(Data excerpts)
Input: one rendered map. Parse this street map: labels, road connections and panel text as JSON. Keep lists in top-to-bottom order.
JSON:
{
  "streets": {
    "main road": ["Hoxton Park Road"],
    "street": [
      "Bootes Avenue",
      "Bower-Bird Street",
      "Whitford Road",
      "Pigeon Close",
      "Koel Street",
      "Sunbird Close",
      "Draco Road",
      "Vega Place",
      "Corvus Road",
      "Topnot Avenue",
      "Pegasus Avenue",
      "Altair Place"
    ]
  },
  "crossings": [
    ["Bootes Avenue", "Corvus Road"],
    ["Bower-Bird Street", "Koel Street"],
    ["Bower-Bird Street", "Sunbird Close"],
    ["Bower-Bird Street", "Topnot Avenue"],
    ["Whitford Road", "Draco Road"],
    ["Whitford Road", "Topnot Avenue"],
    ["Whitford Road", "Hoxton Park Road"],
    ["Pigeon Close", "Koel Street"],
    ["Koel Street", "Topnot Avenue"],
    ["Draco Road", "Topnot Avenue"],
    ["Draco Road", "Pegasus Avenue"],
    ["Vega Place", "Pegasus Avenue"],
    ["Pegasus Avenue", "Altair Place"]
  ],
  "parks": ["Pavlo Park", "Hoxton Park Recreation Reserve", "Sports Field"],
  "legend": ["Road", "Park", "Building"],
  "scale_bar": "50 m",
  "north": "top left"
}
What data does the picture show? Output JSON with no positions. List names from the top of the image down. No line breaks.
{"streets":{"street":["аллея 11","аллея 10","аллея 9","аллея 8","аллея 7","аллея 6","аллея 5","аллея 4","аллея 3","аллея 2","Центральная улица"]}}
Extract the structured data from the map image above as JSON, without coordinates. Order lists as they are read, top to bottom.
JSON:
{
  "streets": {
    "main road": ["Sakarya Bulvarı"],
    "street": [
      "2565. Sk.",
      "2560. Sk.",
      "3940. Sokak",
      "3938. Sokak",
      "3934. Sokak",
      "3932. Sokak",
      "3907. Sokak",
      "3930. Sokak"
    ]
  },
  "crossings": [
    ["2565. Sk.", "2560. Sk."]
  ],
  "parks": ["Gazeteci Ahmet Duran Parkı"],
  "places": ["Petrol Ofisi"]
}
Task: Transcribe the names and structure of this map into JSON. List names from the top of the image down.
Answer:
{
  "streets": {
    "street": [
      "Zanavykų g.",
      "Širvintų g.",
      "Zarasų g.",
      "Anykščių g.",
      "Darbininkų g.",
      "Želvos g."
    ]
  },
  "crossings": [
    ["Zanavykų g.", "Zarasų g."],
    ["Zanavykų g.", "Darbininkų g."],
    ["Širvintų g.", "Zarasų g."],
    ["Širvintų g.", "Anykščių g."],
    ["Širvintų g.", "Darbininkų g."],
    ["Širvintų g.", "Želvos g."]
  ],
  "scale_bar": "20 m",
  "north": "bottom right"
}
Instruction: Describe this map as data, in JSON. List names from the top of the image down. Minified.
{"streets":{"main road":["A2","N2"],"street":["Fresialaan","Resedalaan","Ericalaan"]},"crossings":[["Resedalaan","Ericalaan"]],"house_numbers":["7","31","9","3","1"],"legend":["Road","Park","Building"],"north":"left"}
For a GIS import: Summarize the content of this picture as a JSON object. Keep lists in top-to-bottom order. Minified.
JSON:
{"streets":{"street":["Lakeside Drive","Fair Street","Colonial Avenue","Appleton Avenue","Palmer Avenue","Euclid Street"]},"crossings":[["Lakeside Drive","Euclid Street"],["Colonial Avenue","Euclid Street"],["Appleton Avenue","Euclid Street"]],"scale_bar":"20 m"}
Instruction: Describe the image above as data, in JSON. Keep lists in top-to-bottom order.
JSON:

* WHAT IS REQUIRED: Give back the entries above exactly as they are, from their first line through the line that contains "Extract the structured", both included, with nothing else.

* ANSWER:
Input: one rendered map. Parse this street map: labels, road connections and panel text as JSON. Keep lists in top-to-bottom order.
JSON:
{
  "streets": {
    "main road": ["Hoxton Park Road"],
    "street": [
      "Bootes Avenue",
      "Bower-Bird Street",
      "Whitford Road",
      "Pigeon Close",
      "Koel Street",
      "Sunbird Close",
      "Draco Road",
      "Vega Place",
      "Corvus Road",
      "Topnot Avenue",
      "Pegasus Avenue",
      "Altair Place"
    ]
  },
  "crossings": [
    ["Bootes Avenue", "Corvus Road"],
    ["Bower-Bird Street", "Koel Street"],
    ["Bower-Bird Street", "Sunbird Close"],
    ["Bower-Bird Street", "Topnot Avenue"],
    ["Whitford Road", "Draco Road"],
    ["Whitford Road", "Topnot Avenue"],
    ["Whitford Road", "Hoxton Park Road"],
    ["Pigeon Close", "Koel Street"],
    ["Koel Street", "Topnot Avenue"],
    ["Draco Road", "Topnot Avenue"],
    ["Draco Road", "Pegasus Avenue"],
    ["Vega Place", "Pegasus Avenue"],
    ["Pegasus Avenue", "Altair Place"]
  ],
  "parks": ["Pavlo Park", "Hoxton Park Recreation Reserve", "Sports Field"],
  "legend": ["Road", "Park", "Building"],
  "scale_bar": "50 m",
  "north": "top left"
}
What data does the picture show? Output JSON with no positions. List names from the top of the image down. No line breaks.
{"streets":{"street":["аллея 11","аллея 10","аллея 9","аллея 8","аллея 7","аллея 6","аллея 5","аллея 4","аллея 3","аллея 2","Центральная улица"]}}
Extract the structured data from the map image above as JSON, without coordinates. Order lists as they are read, top to bottom.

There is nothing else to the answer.